Le projet remonte à juin 2015 avec l'ouverture du camp de Kalobeyei qui visait à atténuer le surpeuplement de Kakuma, un camp plus ancien à proximité. L'un des principaux objectifs défini pour le nouveau camp était d'améliorer les conditions socio-économiques des réfugiés et des communautés locales qui les accueillaient.
Cette amélioration de l'assistance tient beaucoup aux interventions en espèces, une approche innovante du HCR qui permet à des réfugiés tels que Florence d'obtenir des espèces au moyen de cartes de retrait spéciales pour acheter du ciment, du sable, des blocs de pierre et autres matériaux nécessaires à la construction de maisons et de latrines.
« Nous voulions contribuer à restaurer la dignité des gens et leur laisser la liberté de choix », explique Moffat Kamau, employé du HCR responsable du programme pour l’aide en espèces à Kakuma.

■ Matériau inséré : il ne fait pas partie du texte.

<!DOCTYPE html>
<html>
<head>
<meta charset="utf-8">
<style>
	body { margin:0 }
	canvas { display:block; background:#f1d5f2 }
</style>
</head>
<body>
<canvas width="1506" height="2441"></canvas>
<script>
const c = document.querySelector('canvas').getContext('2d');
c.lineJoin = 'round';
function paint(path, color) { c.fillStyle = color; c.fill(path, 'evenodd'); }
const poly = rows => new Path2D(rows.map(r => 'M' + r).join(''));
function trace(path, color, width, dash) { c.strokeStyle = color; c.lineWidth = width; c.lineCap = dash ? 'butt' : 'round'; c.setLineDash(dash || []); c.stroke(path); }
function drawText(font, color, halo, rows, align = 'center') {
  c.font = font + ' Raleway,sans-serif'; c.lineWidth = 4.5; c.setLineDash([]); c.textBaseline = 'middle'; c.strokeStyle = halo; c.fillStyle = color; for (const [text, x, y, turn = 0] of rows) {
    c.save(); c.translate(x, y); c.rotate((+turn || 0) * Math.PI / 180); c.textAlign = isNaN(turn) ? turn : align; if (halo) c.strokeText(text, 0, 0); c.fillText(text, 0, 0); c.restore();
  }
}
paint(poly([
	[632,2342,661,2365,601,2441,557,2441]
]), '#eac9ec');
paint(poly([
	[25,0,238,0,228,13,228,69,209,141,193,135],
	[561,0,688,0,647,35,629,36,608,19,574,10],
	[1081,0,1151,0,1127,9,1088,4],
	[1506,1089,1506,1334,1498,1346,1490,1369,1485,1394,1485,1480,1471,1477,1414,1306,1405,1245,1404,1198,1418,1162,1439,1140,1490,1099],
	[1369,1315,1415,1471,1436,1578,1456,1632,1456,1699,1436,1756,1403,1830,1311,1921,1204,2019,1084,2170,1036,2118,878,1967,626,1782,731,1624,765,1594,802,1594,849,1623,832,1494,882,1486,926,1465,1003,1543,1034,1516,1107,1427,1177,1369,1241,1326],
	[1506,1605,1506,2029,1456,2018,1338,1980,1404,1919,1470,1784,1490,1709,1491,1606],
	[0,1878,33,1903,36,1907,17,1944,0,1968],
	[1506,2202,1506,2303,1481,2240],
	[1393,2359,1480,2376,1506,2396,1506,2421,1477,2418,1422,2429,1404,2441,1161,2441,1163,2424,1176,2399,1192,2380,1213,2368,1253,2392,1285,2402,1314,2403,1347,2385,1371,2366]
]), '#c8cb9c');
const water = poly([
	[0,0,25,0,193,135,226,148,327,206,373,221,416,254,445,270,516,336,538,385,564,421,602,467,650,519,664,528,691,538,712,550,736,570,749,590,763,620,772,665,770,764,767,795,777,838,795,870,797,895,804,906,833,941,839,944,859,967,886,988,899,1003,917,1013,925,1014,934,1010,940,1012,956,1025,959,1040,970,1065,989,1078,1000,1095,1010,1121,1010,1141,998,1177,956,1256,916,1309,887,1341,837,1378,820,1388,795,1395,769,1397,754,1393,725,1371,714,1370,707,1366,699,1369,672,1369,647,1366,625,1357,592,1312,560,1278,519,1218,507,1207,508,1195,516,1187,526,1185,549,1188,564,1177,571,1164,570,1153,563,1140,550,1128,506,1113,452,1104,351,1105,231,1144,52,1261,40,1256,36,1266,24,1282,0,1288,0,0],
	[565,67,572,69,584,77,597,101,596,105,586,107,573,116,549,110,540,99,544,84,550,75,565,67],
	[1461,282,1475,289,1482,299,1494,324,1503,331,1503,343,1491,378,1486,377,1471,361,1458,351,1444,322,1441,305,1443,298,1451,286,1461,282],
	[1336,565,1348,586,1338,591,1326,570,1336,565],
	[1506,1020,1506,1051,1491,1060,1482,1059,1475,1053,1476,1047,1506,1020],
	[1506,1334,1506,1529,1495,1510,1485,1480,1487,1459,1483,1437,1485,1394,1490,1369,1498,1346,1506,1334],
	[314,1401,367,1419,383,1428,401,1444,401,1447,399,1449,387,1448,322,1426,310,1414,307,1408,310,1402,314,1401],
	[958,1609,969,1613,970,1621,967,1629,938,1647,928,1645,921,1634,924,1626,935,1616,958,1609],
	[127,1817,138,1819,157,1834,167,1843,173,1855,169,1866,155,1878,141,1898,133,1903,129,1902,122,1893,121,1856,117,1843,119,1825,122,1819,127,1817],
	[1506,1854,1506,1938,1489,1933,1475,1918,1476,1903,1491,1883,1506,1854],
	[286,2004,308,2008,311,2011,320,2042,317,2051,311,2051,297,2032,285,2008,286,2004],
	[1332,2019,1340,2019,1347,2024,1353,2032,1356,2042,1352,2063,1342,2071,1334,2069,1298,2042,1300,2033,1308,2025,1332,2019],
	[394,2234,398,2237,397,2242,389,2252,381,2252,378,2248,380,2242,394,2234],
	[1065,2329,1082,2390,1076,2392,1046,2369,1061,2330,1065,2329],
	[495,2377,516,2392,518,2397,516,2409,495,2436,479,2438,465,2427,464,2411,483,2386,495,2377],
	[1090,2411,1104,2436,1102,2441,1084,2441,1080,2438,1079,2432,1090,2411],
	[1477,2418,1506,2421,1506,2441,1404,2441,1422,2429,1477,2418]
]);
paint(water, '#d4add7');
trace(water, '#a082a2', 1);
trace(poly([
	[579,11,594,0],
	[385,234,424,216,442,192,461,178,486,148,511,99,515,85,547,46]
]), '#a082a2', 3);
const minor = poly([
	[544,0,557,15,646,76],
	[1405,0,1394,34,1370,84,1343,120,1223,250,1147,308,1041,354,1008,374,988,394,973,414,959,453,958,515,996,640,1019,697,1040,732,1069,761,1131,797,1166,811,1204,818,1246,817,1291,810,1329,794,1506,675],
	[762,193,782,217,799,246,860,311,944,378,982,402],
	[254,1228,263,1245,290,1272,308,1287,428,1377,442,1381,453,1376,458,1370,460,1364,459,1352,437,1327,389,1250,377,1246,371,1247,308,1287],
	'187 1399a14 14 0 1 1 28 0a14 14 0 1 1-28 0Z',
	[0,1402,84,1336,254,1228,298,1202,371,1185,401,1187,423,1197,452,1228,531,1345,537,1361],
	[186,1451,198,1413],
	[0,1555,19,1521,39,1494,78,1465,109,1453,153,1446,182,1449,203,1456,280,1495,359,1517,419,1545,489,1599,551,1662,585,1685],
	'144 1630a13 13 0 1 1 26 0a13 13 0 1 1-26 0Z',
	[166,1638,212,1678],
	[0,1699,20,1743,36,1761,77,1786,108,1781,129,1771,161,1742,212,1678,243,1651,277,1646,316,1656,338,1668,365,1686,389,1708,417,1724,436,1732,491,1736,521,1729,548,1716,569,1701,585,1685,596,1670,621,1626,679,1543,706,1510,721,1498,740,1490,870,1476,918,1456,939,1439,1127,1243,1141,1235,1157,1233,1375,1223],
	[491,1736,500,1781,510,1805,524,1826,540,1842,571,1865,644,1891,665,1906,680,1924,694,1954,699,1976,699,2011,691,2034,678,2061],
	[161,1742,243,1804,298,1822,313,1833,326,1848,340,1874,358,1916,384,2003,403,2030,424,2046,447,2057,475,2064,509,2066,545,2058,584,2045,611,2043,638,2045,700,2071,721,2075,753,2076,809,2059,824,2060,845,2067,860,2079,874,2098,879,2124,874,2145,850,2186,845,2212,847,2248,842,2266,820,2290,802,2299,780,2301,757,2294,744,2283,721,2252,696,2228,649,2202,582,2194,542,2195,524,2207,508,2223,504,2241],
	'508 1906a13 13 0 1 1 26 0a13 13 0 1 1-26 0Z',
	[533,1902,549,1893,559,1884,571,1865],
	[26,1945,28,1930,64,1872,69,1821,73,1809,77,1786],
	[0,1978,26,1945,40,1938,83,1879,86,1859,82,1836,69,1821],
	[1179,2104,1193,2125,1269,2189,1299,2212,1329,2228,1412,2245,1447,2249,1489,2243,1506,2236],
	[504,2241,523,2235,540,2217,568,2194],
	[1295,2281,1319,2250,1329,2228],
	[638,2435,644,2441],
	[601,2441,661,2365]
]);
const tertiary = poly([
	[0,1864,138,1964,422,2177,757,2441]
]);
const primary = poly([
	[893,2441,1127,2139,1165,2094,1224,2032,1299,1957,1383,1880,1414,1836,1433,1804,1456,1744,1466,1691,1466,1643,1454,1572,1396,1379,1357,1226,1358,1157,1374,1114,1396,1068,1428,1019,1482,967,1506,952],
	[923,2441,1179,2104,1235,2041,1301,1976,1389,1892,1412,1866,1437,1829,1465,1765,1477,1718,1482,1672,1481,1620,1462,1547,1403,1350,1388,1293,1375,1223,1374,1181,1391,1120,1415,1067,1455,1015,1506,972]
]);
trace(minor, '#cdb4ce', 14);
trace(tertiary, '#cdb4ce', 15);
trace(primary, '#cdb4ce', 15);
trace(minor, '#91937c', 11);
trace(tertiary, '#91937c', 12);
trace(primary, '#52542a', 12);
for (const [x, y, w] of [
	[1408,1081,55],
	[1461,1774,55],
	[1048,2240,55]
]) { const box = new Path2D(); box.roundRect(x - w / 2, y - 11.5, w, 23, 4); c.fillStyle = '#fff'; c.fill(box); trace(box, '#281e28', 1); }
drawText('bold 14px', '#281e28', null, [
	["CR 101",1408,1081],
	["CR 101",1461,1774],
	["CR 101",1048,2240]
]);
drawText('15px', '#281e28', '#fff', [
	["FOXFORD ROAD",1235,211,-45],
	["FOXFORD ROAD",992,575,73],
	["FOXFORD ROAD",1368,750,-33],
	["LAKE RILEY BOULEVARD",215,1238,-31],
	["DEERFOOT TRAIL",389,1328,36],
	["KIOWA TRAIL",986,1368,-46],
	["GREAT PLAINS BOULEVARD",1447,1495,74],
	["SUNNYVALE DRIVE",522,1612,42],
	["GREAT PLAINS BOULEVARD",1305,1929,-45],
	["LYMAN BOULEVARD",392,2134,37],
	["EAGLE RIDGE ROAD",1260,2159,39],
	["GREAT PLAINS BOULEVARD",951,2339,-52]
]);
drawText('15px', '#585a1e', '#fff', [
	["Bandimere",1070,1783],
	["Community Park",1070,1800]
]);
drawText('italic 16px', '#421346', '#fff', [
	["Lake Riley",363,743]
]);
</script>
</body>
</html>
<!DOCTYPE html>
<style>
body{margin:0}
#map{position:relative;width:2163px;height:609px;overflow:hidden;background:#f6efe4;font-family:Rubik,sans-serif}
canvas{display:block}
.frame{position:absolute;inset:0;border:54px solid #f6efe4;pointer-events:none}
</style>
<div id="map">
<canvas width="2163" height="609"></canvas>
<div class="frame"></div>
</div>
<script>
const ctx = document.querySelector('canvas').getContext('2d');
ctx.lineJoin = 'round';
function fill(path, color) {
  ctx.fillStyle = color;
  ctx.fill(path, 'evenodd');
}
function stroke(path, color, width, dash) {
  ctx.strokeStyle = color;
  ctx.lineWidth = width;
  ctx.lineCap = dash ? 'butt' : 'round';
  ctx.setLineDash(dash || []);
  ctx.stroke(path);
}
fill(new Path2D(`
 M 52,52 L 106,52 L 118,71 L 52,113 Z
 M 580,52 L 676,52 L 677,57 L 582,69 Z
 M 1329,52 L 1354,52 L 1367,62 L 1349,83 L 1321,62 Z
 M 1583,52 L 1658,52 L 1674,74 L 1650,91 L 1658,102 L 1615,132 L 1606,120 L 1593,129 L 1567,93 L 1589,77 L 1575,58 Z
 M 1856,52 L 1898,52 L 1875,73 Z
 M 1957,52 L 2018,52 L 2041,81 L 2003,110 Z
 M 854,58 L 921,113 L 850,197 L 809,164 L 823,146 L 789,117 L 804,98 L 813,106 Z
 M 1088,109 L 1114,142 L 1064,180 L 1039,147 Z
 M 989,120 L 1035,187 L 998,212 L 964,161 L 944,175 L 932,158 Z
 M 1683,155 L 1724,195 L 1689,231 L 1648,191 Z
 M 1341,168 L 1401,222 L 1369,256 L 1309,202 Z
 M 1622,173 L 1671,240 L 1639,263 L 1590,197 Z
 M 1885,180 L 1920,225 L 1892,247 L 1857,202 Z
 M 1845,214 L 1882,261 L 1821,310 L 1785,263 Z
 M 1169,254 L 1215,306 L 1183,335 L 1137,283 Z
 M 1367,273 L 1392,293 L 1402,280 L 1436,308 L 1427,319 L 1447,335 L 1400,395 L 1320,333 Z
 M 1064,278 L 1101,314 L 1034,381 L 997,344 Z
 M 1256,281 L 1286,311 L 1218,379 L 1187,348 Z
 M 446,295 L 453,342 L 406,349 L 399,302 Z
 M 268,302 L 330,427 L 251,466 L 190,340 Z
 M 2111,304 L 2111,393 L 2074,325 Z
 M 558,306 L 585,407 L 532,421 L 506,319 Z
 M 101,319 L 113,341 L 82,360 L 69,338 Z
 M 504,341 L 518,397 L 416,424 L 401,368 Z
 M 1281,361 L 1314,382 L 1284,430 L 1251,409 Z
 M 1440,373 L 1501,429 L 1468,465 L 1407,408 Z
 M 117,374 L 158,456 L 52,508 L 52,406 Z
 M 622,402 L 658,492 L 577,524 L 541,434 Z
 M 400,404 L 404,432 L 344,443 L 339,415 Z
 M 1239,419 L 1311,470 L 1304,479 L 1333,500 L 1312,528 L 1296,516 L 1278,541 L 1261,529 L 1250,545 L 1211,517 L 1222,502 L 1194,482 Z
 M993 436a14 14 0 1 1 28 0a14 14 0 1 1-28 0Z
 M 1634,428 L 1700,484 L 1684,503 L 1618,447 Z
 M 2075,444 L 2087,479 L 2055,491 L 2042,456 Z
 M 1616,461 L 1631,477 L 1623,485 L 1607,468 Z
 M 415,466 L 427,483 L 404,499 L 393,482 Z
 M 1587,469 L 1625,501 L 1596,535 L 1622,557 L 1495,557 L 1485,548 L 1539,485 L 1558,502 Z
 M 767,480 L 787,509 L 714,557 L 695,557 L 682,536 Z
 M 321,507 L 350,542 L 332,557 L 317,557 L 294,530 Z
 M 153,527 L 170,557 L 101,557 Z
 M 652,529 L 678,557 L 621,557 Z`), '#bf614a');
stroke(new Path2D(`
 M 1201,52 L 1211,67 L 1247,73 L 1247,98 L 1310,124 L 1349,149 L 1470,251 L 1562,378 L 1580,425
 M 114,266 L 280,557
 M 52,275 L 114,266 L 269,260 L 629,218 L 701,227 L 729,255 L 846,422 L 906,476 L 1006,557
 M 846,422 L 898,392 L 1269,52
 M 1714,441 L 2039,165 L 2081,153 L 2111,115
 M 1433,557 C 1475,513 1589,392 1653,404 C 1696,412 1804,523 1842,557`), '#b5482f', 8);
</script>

Moffat Kamau ajoute que cette stratégie est conforme à l'objectif visé à Kalobeyei, à savoir l'insertion socio-économique des réfugiés dans la communauté locale tout en réduisant la dépendance à l'aide humanitaire.
« Les réfugiés ont la maîtrise du processus de construction et pour un meilleur rapport qualité-prix puisqu'ils peuvent construire mieux pour moins cher », ajoute-t-il.
Dans des dizaines de pays à travers le monde, des millions de réfugiés et autres personnes relevant du mandat du HCR ont une meilleure maîtrise de leur existence depuis que l'Agence a commencé à étendre son aide en espèces en 2016. Les interventions en espèces font partie d'une vaste gamme d'initiatives permettant au HCR, en partenariat avec les pays donateurs, les gouvernements et les partenaires privés, de consolider leur nouvelle approche des crises de réfugiés dans le monde.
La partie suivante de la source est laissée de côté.